Effectively Operating in Recovery Mode

Avalution Team Avalution Team | Oct 22, 2007

glen's perspectiveThe goal of business continuity is to re-establish critical business processes in a timeframe and at a level that will sustain the business after a disaster. To establish a program that is able to operate effectively in recovery mode, an organization must develop recovery strategies and plans that satisfy the requirements determined during a Business Impact Analysis (BIA), take into account the human and technological constraints inherent to their business model, rigorously challenge all assumptions made during the planning process, and validate the recovery process through ongoing exercises.

The data collected during a BIA provide the basis and requirements for the development of an effective business continuity strategy.  Beyond the basics of recovery time and recovery point objectives, an effective BIA will identify key process flows, interdependencies between the departments that contribute to the flows, human resource needs, communications with third parties, and the tool sets required to perform necessary business functions for an extended period. To operate effectively in recovery mode, strategies need to ensure that all elements of critical processes are coordinated, both in terms of recovery times, methods and duration.  A common problem is process disconnects that often occur in organizations that decentralize business continuity planning and allow independent strategy development by business unit or location, without coordinated oversight.
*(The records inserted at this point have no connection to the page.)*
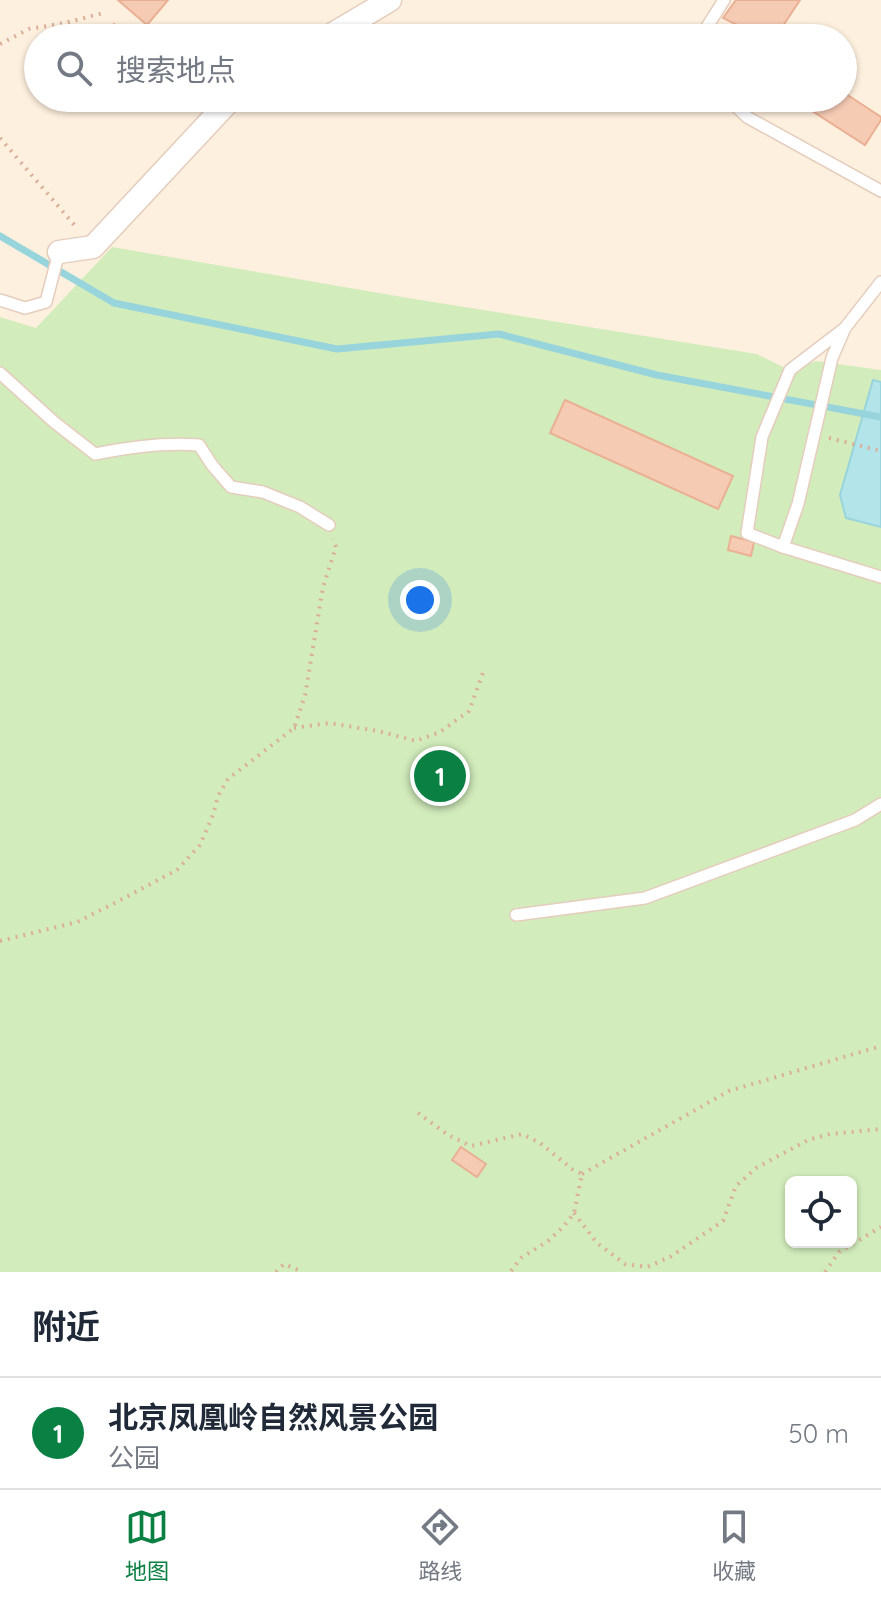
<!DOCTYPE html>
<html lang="zh">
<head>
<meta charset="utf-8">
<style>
  body { margin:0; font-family:Quicksand,"Noto Sans SC",sans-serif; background:#f2f2f3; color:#1f2937 }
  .controls { position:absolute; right:24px; bottom:24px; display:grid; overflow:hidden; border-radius:12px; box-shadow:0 2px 6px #0004 }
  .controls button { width:72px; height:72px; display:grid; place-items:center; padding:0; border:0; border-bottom:2px solid #e0e1e3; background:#fff; color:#1f2937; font:40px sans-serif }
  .you { position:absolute; left:420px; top:600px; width:28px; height:28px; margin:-20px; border:6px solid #fff; border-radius:50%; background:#1a73e8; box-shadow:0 0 0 12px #1a73e833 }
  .badge { display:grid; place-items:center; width:52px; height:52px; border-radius:50%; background:#0b8043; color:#fff; font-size:26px; font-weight:700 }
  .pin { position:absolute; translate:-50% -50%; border:4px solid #fff; box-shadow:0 2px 8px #0006 }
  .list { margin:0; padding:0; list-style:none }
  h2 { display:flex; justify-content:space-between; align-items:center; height:104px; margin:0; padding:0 32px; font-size:34px }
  h2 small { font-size:26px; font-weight:400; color:#747a83 }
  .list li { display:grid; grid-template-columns:52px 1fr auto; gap:24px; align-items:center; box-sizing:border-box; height:112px; padding:0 32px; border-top:2px solid #e0e1e3 }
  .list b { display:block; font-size:30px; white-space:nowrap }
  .list p { margin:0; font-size:26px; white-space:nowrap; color:#747a83 }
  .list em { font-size:26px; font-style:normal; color:#747a83 }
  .icon { flex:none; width:44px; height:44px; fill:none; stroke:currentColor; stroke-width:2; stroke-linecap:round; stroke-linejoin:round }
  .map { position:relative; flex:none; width:881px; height:1272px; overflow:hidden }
  .search { position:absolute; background:#fff; box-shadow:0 2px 6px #0004; left:24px; right:24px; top:24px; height:88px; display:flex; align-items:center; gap:20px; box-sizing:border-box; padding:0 28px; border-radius:44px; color:#747a83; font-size:30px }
  .sheet { height:216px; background:#fff }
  nav { display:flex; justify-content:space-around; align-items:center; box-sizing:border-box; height:112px; border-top:2px solid #e0e1e3; background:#fff; font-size:22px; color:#747a83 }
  nav a { display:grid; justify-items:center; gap:4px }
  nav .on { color:#0b8043 }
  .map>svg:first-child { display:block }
  .green { fill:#d2ecbc; fill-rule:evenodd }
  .water { fill:#b2e4e9; stroke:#97d4db; stroke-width:2 }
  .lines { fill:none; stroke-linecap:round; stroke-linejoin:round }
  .stream { stroke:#97d4db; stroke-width:7 }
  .building { fill:#f6cbb4; stroke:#eab093; stroke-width:2 }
  .service-casing { stroke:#e5cdbd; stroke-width:14 }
  .minor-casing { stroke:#e5cdbd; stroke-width:25 }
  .path { stroke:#daae97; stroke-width:4; stroke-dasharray:2 6; stroke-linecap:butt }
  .service { stroke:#fff; stroke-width:11 }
  .minor { stroke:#fff; stroke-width:22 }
</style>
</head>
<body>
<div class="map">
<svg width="881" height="1272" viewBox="0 0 881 1272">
  <rect width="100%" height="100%" fill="#fef0de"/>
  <path class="green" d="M112 247 408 298 757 354 789 370 816 361 881 370V1272H0V317L36 328ZM791 1182H851V1242H791Z"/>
  <polygon class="water" points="873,380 881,382 881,527 846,518 840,495"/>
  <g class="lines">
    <polyline class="stream" points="0,236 114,303 337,349 499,334 657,375 881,417"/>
  </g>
  <g class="building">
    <polygon points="118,0 168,0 147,25"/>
    <polygon points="736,0 800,0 775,38 763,38 723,18"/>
    <polygon points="114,24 131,38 102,38"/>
    <polygon points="843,92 881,117 881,120 865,145 792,98 843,98"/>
    <polygon points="565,400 733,476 718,509 550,433"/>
    <polygon points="731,536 754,542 751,556 728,550"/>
    <polygon points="461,1147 486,1164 477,1177 452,1160"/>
  </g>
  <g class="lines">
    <g class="service-casing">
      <g id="service">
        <polyline points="708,38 705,30 724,0"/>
        <polyline points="728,98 747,117 881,191"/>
        <polyline points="0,300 25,308 46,302 59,252"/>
        <polyline points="845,328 790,370 762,437 747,533 783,547 798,504 832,358 845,328 881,282"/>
        <path d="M0 373 54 422 95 454C129 447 164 442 199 445L212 465 231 487 263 492 300 507 329 525"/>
        <polyline points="783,547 881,577"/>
        <polyline points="516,915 645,898 855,820 881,804"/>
      </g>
    </g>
    <g class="minor-casing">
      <g id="minor">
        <polyline points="326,38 390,0"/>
        <polyline points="59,252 93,247 232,98"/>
      </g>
    </g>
    <g class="path">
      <polyline points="0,44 29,29 65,23 103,13"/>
      <polyline points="0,138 76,227"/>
      <polyline points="829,438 881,451"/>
      <polyline points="294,728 329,723 378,731 416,741 440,732 469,711 484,670"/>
      <polyline points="0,941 77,922 111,905 177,870 200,845 213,815 218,796 228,779 294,728 305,696 323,587 336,547 333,539"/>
      <polyline points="418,1113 448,1135 471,1146 522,1134 540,1143 572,1169 582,1174 574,1213 564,1226 548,1241 521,1258 510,1272"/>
      <polyline points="582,1174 729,1091 881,1046"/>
      <polyline points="574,1213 597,1243 625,1264 647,1267 670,1257 723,1221 736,1186 756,1168 808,1140 830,1134 881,1129"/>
      <polyline points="276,1272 284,1264 303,1272"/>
      <polyline points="825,1272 839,1252 881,1227"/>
    </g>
    <use href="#service" class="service"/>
    <use href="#minor" class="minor"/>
  </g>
</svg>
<div class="controls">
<button><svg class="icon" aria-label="locate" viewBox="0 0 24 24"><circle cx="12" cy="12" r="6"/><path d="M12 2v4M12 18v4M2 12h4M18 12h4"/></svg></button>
</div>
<div class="you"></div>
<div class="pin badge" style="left:440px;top:776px">1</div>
<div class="search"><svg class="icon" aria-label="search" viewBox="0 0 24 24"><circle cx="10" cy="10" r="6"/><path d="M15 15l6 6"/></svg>搜索地点</div>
</div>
<section class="sheet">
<h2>附近<small></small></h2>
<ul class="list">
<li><span class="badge">1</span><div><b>北京凤凰岭自然风景公园</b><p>公园</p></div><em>50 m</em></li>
</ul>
</section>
<nav>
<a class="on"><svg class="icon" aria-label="map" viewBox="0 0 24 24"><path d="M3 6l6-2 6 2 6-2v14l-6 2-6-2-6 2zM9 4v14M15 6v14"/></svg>地图</a>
<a><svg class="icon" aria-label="directions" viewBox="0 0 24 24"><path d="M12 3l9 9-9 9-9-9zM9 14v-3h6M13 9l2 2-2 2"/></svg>路线</a>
<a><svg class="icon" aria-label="saved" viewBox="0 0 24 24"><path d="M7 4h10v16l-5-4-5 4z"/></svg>收藏</a>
</nav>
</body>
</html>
Another common problem occurs when organizations attempt to replicate all aspects of normal day-to-day operations, adding unnecessary complexity and resource requirements to the recovery process. Every effort should be made to eliminate less critical activities and focus on as small a set of activities as possible. Plans should also have a mechanism to identify processes, or parts of processes, that are critical at the time of disaster so that limited resources can be applied most effectively.

Other common problems stem mainly from assumptions made during the planning process. Several of the most common that can have serious negative consequences to recovery operations are:

  • Assuming that staff assigned to recovery teams will be willing and able to relocate to a recovery site that requires overnight travel. Many companies sign contracts for work area recovery sites several hours away from their primary sites because it is the nearest location offered by a commercial provider.  Unfortunately, experience has shown that many employees are unable or unwilling to relocate. Planners should work with their Human Resources departments to understand the demographics of the workforce and potential impacts to employees’ families before committing to distant recovery locations.
  • Assuming that remote access technology will allow staff to work from home.  Many companies designed remote access capacities to accommodate a relatively small percentage of users. Also, in the case of companies utilizing VPN technology, access tokens and specialized software may be required to allow access.  Before allowing remote access as a strategy option, a company must understand the limits of its production technology and the costs of equipping staff for recovery mode access.
  • Assuming effective manual work-around procedures exist.  As automation has increased, many companies have lost the ability to operate manually.  Also, productivity increases achieved through automation make operation with a reduced workforce in recovery mode highly problematic.  Before assuming manual procedures are acceptable, a company must ensure that the knowledge, tools, and capacity exist to make it a viable option for the short to medium term.
  • Assuming the “best case scenario” with regard to the delivery of equipment, restoration of systems, and technical support requirements at the recovery site.  Many plans underestimate the technical requirements of establishing the recovery site, assume that a quick-ship agreement that guarantees equipment on site in forty-eight hours means that the business will meet a two day recovery time objective, and underestimate the workload and stress placed on technical resources.

The final element to ensure that your organization can operate in recovery mode is exercising the plan.  In general there are two types of exercises an organization can conduct to test business continuity capabilities: tabletop exercises and simulated activation exercises. Tabletop exercises serve best to validate process and organizational plan elements and simulated activations serve best to validate logistics plans, timeline assumptions, and operational support requirements. Simulated activation exercises are particularly useful in highlighting the human element in recovery, an aspect often overlooked during plan development.

Overall, strategies and plans need to be developed that identify and coordinate all aspects of critical processes, accommodate the restrictions of both the workforce and available technology, and accept the reality of some level of technology dependence.  Ongoing exercises need to be designed to verify the process elements and highlight changes, as well as validate the mechanics of the recovery strategy and the limits of the human element in recovery mode.